When Dr. Srikureja called to check on her, she said, “Doctor, I’m like a new person.”
The Providence GI team handles a multitude of situations that other physicians have not been able to treat. From treating pancreatic and colon cancers to healing lesions in the stomach, the group is creating a center of excellence that’s drawing patients from a vast region.
“None of these amazing treatments would be possible without a very dedicated and highly trained team of nurses, anesthetists, X-ray technicians and support staff,” says Dr. Srikureja. And, he adds, they wouldn’t be possible without his reliance on a higher power either. “I really believe that God helps when I ask, and that’s why I like to offer to pray with my patients.”
|Tom came to Providence in Spokane, WA, for a colonoscopy that allowed for the early detection and treatment of colon cancer. Years later, he came back for relief from IBS.
Newscaster Katie Couric so badly wanted people to know the importance of colon cancer screening that she had her colonoscopy performed on live television. Still, most of us aren’t crazy about having the exam, even knowing that ours will occur in a much more private environment than hers.
According to the American Cancer Society, more than 50,000 people die from this form of cancer every year. More than 90 percent of people with the disease are age 50 or older. That’s why individuals should start getting checked at that half-century milestone. The good news is, when found early, it’s highly treatable. The bad news: Many people aren’t getting the screening until they have symptoms, when the cancer has already begun its damage.
What’s the hang-up? Many factors keep people from planning that 50th birthday colonoscopy, says Dr. Liu. “Let’s face it—this is an intimate procedure, examining a private area,” she says. “We can’t change that. But we can address some of the other barriers that keep people from doing what they need to do.”
Choose a physician you’re comfortable with. “Find one you can relate to,” Dr. Liu says.
Know your options to prepare for the exam. “Most people think the bowel prep [drinking a jug of awful-tasting stuff] is worse than the exam itself,” she says. “Fortunately, we have alternatives. We can offer the drink in smaller volumes, or allow a patient to do ‘split preparation’ [consuming half a gallon the night before and the other half the morning of the procedure].” Better yet, new products can mix with Gatorade to make them more palatable.

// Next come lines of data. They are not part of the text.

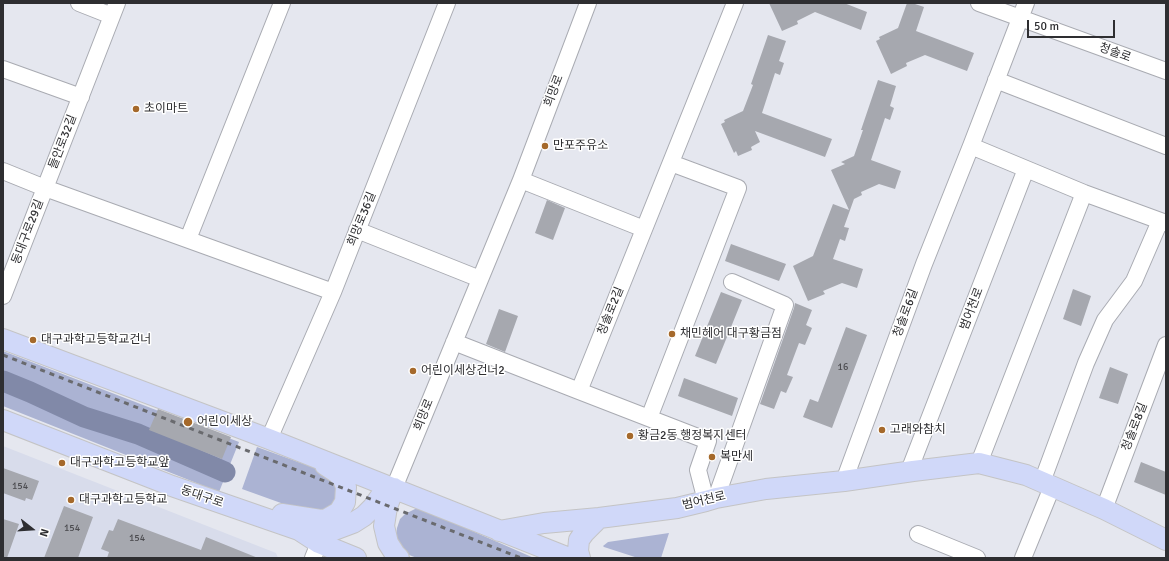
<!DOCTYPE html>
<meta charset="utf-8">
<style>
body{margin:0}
#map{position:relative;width:1169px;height:561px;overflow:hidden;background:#e5e7ef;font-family:Signika,sans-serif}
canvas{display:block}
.frame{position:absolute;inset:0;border:4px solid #2e2e31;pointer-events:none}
.north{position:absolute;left:12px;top:509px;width:40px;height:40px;-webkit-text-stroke:3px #fff;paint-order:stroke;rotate:107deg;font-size:11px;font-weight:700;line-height:16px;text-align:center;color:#2e2e31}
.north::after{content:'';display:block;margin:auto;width:14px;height:18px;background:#2e2e31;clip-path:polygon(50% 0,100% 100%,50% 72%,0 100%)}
.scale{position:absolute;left:1027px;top:20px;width:88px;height:18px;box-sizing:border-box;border:2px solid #2e2e31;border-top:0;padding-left:5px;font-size:12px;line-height:14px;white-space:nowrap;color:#2e2e31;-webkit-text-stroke:3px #fff;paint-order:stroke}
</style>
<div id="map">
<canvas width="1169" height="561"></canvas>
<div class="frame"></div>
<div class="north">N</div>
<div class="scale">50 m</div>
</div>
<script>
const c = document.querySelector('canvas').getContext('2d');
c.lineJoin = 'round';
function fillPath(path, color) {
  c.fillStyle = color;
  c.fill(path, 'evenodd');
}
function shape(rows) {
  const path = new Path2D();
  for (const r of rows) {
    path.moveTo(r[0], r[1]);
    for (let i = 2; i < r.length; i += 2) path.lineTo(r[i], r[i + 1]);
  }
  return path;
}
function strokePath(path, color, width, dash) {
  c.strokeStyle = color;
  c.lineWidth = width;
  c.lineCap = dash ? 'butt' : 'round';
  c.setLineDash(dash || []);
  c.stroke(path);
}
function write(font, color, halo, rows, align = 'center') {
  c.font = font + ' Signika,"Noto Sans KR",sans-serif';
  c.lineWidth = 3;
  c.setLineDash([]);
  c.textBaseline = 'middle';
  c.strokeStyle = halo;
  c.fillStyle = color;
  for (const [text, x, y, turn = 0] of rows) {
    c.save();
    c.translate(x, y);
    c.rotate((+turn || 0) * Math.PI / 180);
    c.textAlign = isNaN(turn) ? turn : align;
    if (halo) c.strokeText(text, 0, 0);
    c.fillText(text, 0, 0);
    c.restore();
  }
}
fillPath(shape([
 [3,446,276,553,278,558,3,558]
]), '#d8dceb');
fillPath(shape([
 [3,351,239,442,219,492,3,406],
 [257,447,334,475,343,496,320,517,242,489],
 [417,508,422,509,534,558,417,558,404,553,401,549,396,536,397,528,400,519,405,514],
 [669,533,661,558,638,558,604,547,603,546,608,542]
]), '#abb3d3');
strokePath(shape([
 [3,381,30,392,84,417,138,434,225,472]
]), '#8189a8', 21);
fillPath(shape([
 [769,3,844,3,867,12,861,30,815,12,797,21,798,24,782,31],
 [907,3,912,3,924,7,916,31,974,53,967,71,925,55,906,63,907,66,891,74,876,41,880,39,879,37,898,28],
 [768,35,786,41,779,61,784,63,780,75,775,73,762,113,832,139,825,157,755,131,760,142,751,147,752,150,738,156,736,151,734,153,721,124,725,122,724,120,743,111,753,85,751,84],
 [878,80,896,86,890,106,894,108,890,120,885,118,871,160,901,171,895,189,879,184,861,192,862,195,854,199,844,227,849,228,845,241,840,239,833,259,863,269,857,288,842,283,823,291,825,294,808,301,793,266,813,256,833,204,849,210,831,170,845,164,841,162,854,156,863,130,861,130],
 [547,200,565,208,553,240,535,233],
 [731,244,786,264,779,281,725,261],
 [1073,289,1091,296,1081,326,1063,319],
 [721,292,742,300,716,364,695,356],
 [795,303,812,310,806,325,812,328,805,345,799,343,787,375,793,377,786,393,781,391,774,409,760,404,794,308],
 [499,309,518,316,505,352,486,344],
 [846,327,867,335,832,428,803,417,810,399,818,402],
 [1110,367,1128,374,1118,404,1099,398],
 [684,378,738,398,732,416,678,396],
 [158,409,231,437,222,459,149,430],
 [1141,462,1166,472,1166,495,1134,482],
 [3,468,39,481,32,500,26,498,25,501,3,493],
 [64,506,93,517,78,558,44,558],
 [3,519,19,524,7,558,3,558],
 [118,519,201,550,206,537,258,558,107,558,109,552,101,549,109,530,113,531]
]), '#a6a8af');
const minor = shape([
 [79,3,112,16],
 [979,3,1166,71],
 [3,69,81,97],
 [996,80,1166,146],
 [971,146,1084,193,1166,223],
 [3,171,45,188,333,292],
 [521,180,644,229],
 [357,230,480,279],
 [188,239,282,3],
 [3,296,117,3],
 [454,342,579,391],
 [649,418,738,188,671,163],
 [269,439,333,292,447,3],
 [979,463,1084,193],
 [909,471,1026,169],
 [844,481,924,264,971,146,1026,3],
 [1042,482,1086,363,1105,320,1134,281,1160,221],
 [394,488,521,180,588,3],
 [716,498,785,305,732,282],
 [706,501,698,470,708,441,579,391,735,3],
 [1104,509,1166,345],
 [918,534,977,558],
 [313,558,319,543],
 [1023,558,1052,487]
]);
const major = shape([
 [3,339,269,439,569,558],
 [3,420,172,486,299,530,319,543,356,558],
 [394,488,387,507,384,526,388,543,395,554,399,558],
 [282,514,321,520,327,519,339,512,345,502,346,487,343,479,337,473,325,465],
 [499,531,544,523,599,518,677,508,706,501,716,498,766,489,844,481,913,471,979,463,1026,475,1104,509,1166,540],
 [313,533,329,532,353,523,364,516,373,507,380,497,394,488],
 [580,558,578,551,579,540,584,533,599,518]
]);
strokePath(minor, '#a9abb2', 18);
strokePath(major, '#c4c4c5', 22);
strokePath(minor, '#fff', 16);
strokePath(major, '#d0d8f9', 20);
strokePath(shape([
 [3,355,521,558]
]), '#696a6e', 3, [5, 5]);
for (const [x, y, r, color] of [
 [136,109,4,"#a5692b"],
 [545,146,4,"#a5692b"],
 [672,334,4,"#a5692b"],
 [33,340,4,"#a5692b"],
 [413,371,4,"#a5692b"],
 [188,422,5,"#a5692b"],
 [882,430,4,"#a5692b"],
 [630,436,4,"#a5692b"],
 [712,457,4,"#a5692b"],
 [62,463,4,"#a5692b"],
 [71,500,4,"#a5692b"]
]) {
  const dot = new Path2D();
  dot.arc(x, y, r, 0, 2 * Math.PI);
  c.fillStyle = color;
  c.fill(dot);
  strokePath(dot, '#fff', 1.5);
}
write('10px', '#4c4c50', null, [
 ["16",843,367],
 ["154",20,486],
 ["154",72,528],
 ["154",137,538]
]);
write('12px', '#2e2e31', '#fff', [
 ["청솔로",1115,53,20],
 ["희망로",554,91,-69],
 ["들안로32길",63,142,-69],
 ["희망로36길",362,219,-68],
 ["동대구로29길",28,232,-69],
 ["범어천로",972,309,-69],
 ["청솔로2길",611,311,-68],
 ["청솔로6길",906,313,-70],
 ["희망로",424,415,-68],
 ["청솔로8길",1135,427,-69],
 ["동대구로",202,497,19],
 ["범어천로",704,501,-13]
]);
write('12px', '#2e2e31', '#fff', [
 ["초이마트",144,109],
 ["만포주유소",553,146],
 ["채민헤어 대구황금점",680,334],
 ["대구과학고등학교건너",41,340],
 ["어린이세상건너2",421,371],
 ["어린이세상",197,422],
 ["고래와참치",890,430],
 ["황금2동 행정복지센터",638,436],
 ["복만세",720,457],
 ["대구과학고등학교앞",70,463],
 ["대구과학고등학교",79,500]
], 'left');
</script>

Relax—it’s pain-free. You can choose to be asleep for the procedure if that is more comfortable, so long as you have someone else drive you home afterward. Or, if you prefer to stay awake for the procedure, you can return to work or activities that very same day.
Rest assured that if polyps are found during the screening colonoscopy, the physician can go ahead and remove them immediately, reducing the chance for them to turn into cancer.
“You should not avoid having a colonoscopy because of anxiety about the procedure,” advises Dr. Coff. “We can alleviate your concerns.”